Open dmeranda opened 8 years ago
I have a potential fix which works for MySQL, and I can make it a pull request if you want, but I wasn't sure how it may affect PostgreSQL and others, given that schema_validations doesn't seem to use schema_plus_columns' case_sensitive?
method in a direct manner, perhaps because of how it has a scope
in the mix.
The fix is to has_case_insensitive_index?
in validations.rb to first see if the column itself supports a case_sensitive? test before then looking at any indexes. If the column is case-insensitive, in MySQL anyway, it doesn't matter what any indexes do, the column is always case-insensitive.
def has_case_insensitive_index?(column, scope)
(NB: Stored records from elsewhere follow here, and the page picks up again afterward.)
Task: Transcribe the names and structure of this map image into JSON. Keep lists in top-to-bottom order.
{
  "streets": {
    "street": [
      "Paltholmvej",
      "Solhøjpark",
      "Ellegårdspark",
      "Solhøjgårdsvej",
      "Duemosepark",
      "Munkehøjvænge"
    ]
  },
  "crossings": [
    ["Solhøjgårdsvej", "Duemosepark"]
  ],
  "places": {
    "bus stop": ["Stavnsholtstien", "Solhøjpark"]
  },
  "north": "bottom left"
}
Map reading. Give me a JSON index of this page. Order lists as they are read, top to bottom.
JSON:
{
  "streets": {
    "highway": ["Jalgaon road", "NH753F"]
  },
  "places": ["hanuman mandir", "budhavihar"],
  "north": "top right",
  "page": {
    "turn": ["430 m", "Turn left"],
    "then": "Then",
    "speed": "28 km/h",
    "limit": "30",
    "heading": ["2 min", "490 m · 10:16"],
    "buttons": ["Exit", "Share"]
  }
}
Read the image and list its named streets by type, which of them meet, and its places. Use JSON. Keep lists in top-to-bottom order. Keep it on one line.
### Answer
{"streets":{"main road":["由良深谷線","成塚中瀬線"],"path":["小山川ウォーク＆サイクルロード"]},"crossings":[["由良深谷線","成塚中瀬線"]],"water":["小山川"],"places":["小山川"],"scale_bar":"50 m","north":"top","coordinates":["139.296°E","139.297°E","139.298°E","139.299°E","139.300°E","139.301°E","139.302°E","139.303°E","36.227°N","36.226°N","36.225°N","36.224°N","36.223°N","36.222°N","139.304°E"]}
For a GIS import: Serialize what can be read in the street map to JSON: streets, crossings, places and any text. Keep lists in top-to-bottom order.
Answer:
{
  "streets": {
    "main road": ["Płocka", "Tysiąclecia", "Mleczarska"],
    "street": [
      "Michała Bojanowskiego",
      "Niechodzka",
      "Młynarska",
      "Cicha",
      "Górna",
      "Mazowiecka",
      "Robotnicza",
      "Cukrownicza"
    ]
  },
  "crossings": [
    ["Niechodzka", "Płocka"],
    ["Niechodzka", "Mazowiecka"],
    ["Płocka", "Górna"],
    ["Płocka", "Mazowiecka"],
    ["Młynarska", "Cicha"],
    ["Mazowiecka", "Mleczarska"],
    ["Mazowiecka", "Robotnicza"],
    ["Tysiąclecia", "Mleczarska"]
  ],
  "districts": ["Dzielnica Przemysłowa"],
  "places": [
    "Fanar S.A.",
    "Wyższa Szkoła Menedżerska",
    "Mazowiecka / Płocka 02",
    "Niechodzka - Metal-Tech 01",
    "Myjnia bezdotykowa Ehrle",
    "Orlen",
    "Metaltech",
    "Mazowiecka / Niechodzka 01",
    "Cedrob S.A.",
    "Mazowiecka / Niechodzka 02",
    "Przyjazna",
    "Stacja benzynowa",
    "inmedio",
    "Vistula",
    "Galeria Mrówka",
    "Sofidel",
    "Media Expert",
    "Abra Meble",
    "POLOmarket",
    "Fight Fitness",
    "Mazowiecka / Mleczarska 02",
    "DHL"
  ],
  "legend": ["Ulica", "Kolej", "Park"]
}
+ if column.respond_to?(:case_sensitive?) && ! column.case_sensitive?
+ return true
+ end
indexed_columns = (scope + [column.name]).map(&:to_sym).sort
index = column.indexes.select { |i| i.unique && i.columns.map(&:to_sym).sort == indexed_columns }.first
index && index.respond_to?(:case_sensitive?) && !index.case_sensitive?
end
@dmeranda thanks for the detailed info. I think you're dead on. I don't think your change would break anything, but of course the way to find out is to push it and see if the test suite fails.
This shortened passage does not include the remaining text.